═════ AVAILABLE DATA ═════

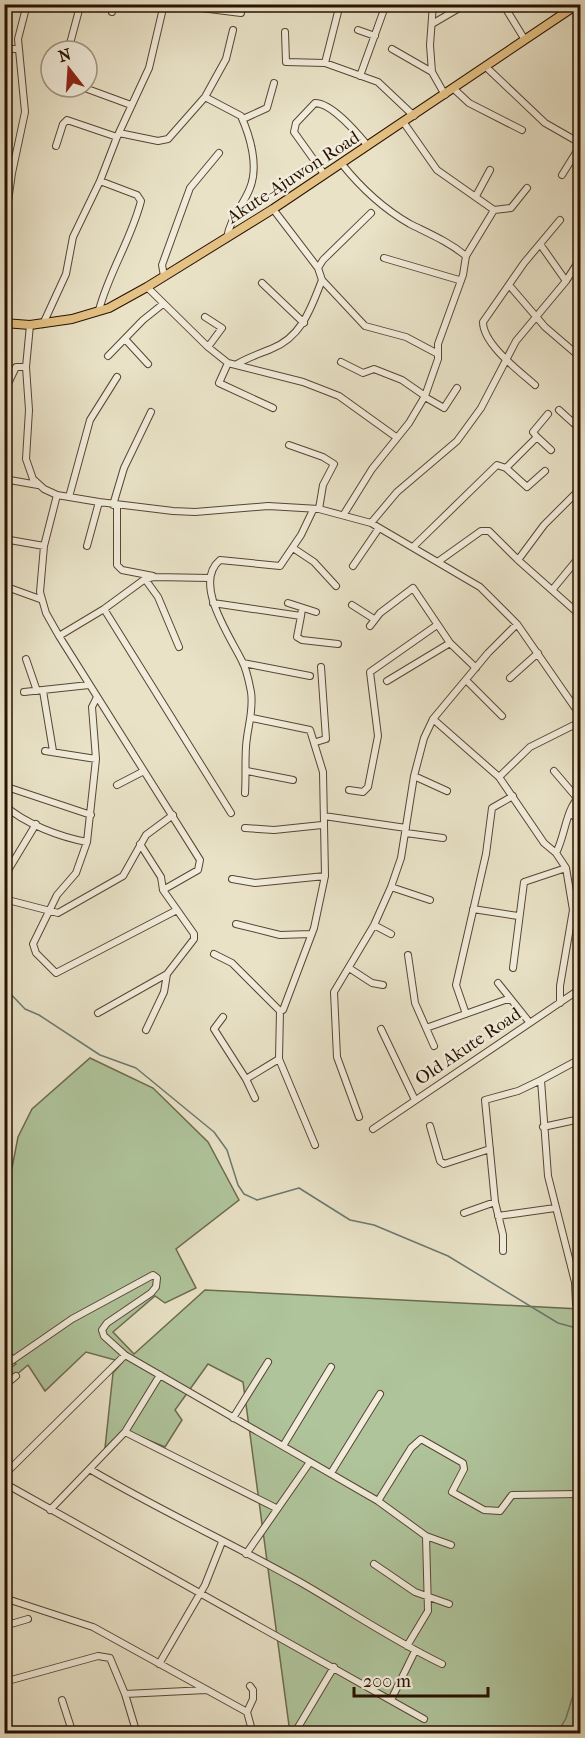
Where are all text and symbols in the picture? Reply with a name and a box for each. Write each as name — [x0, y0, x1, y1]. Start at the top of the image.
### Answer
north arrow — [39, 39, 99, 99]
text: N — [56, 44, 74, 66]
street label: Akute-Ajuwon Road — [222, 127, 364, 229]
street label: Old Akute Road — [411, 1003, 525, 1090]
scale bar — [354, 1660, 488, 1698]
text: 200 m — [363, 1671, 411, 1692]

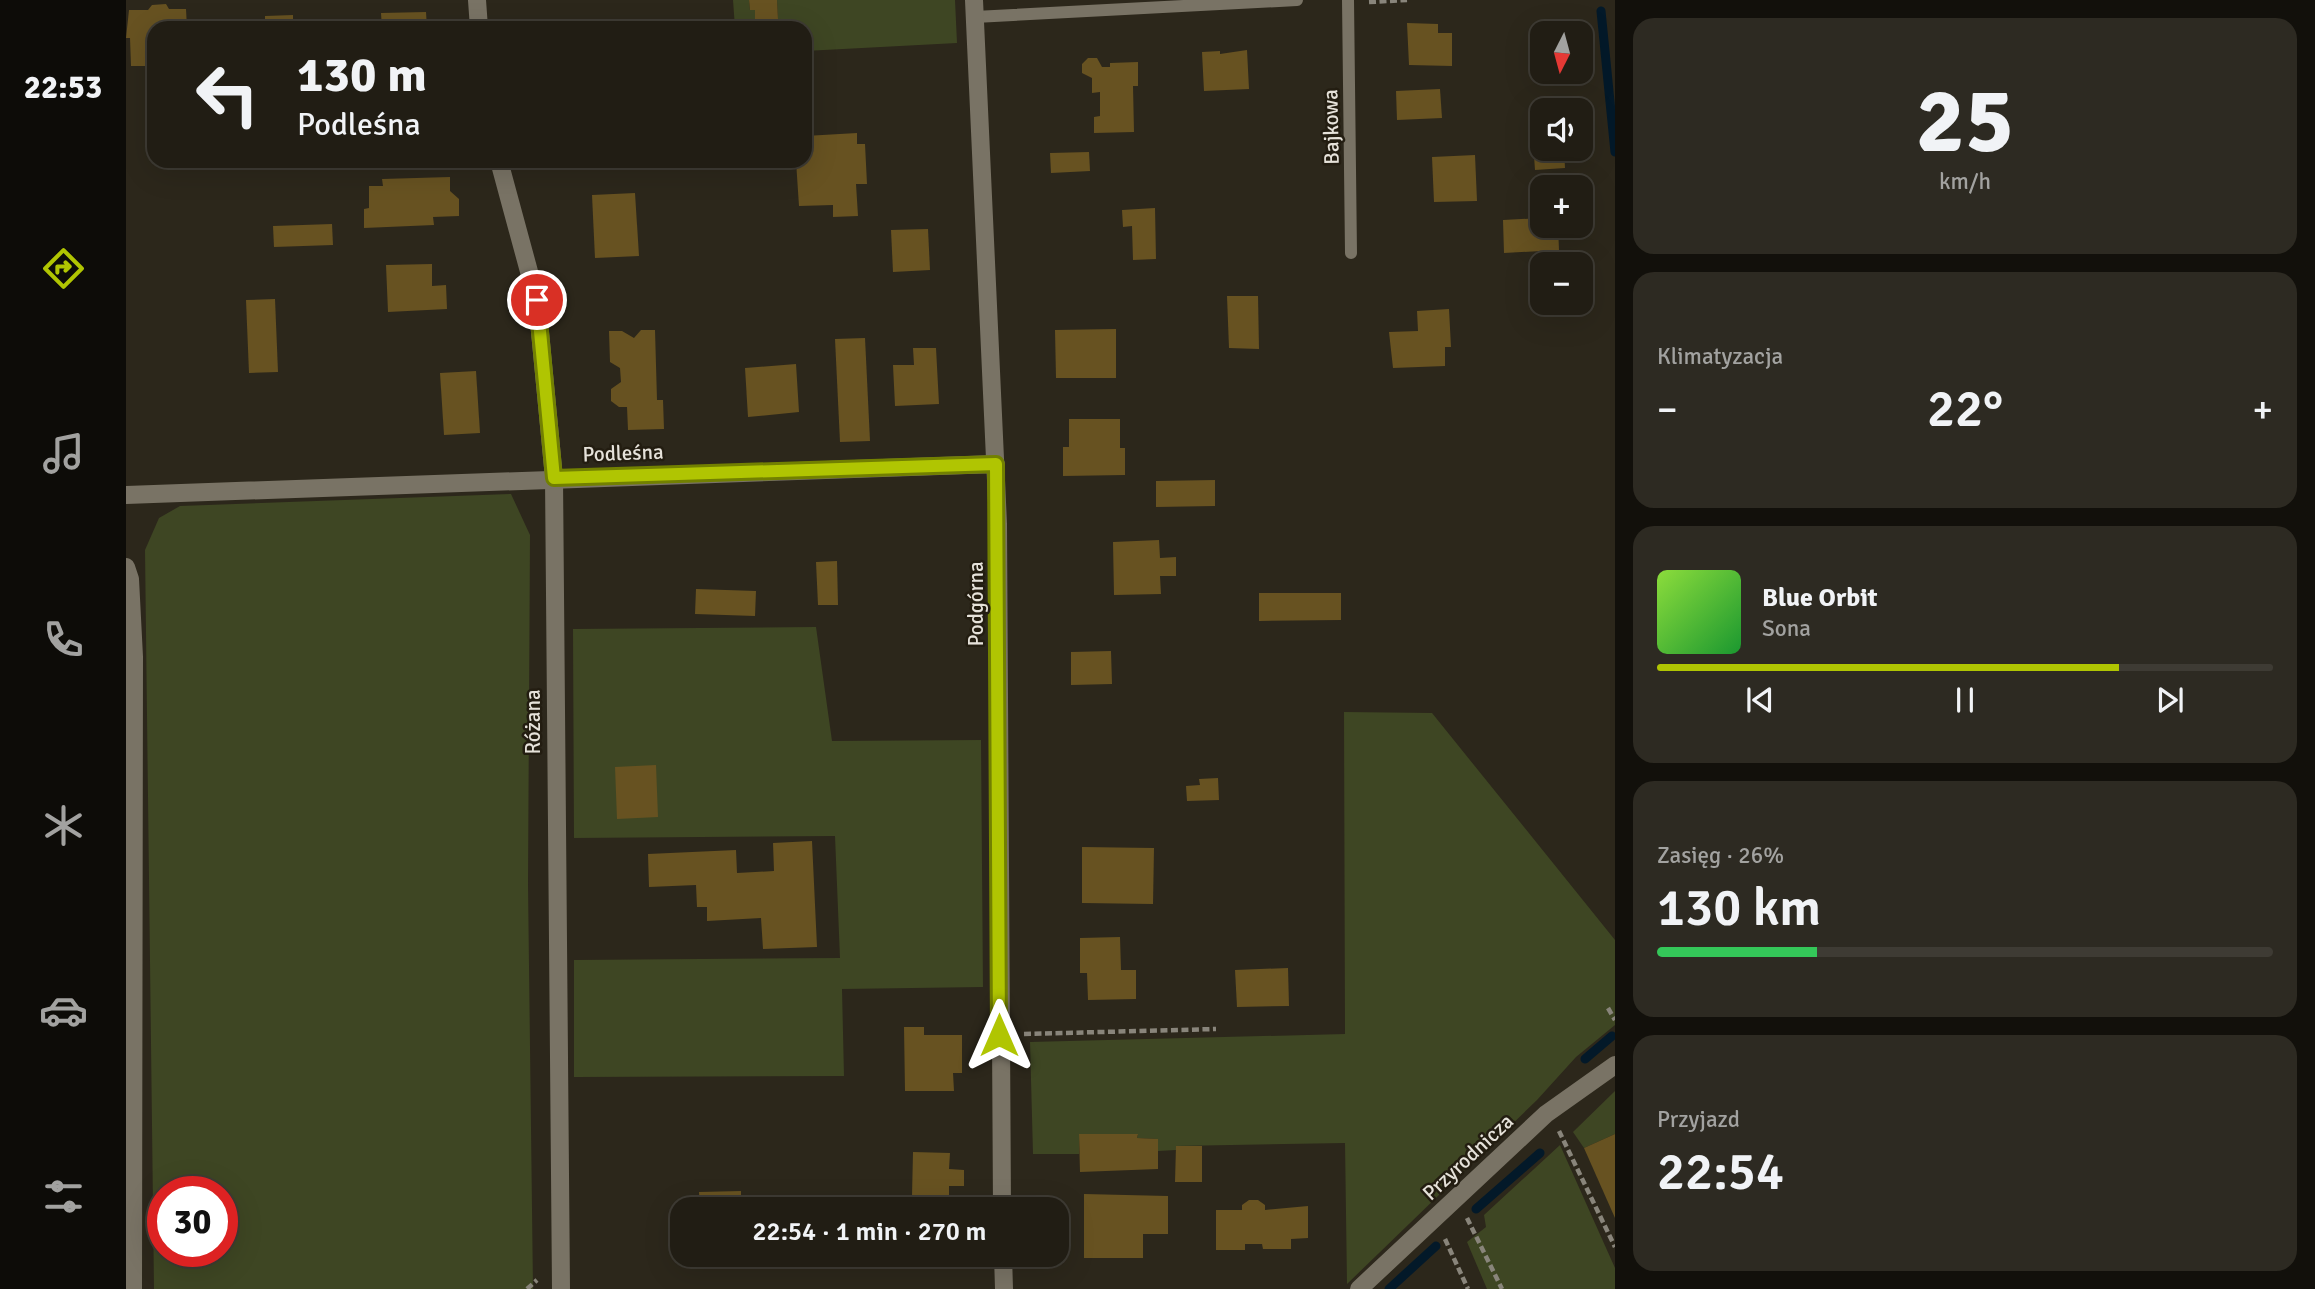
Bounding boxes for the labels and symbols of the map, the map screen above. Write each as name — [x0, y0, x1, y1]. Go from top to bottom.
north arrow — [1530, 21, 1592, 84]
street label: Bajkowa — [1317, 89, 1345, 165]
pin — [507, 270, 567, 330]
street label: Podleśna — [582, 439, 664, 467]
street label: Podgórna — [963, 561, 989, 647]
street label: Różana — [520, 689, 546, 755]
position arrow — [962, 998, 1036, 1072]
street label: Przyrodnicza — [1417, 1108, 1519, 1206]
speed limit sign: 30 — [147, 1176, 238, 1267]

═════

Reproduce each line of the records above, exactly and without pictures.

Where are all text and symbols in the picture? Reply with a name and a box for each. Write each as name — [x0, y0, x1, y1]. Start at the top of the image.
### Answer
north arrow — [39, 39, 99, 99]
text: N — [56, 44, 74, 66]
street label: Akute-Ajuwon Road — [222, 127, 364, 229]
street label: Old Akute Road — [411, 1003, 525, 1090]
scale bar — [354, 1660, 488, 1698]
text: 200 m — [363, 1671, 411, 1692]

Bounding boxes for the labels and symbols of the map, the map screen above. Write each as name — [x0, y0, x1, y1]. Go from top to bottom.
north arrow — [1530, 21, 1592, 84]
street label: Bajkowa — [1317, 89, 1345, 165]
pin — [507, 270, 567, 330]
street label: Podleśna — [582, 439, 664, 467]
street label: Podgórna — [963, 561, 989, 647]
street label: Różana — [520, 689, 546, 755]
position arrow — [962, 998, 1036, 1072]
street label: Przyrodnicza — [1417, 1108, 1519, 1206]
speed limit sign: 30 — [147, 1176, 238, 1267]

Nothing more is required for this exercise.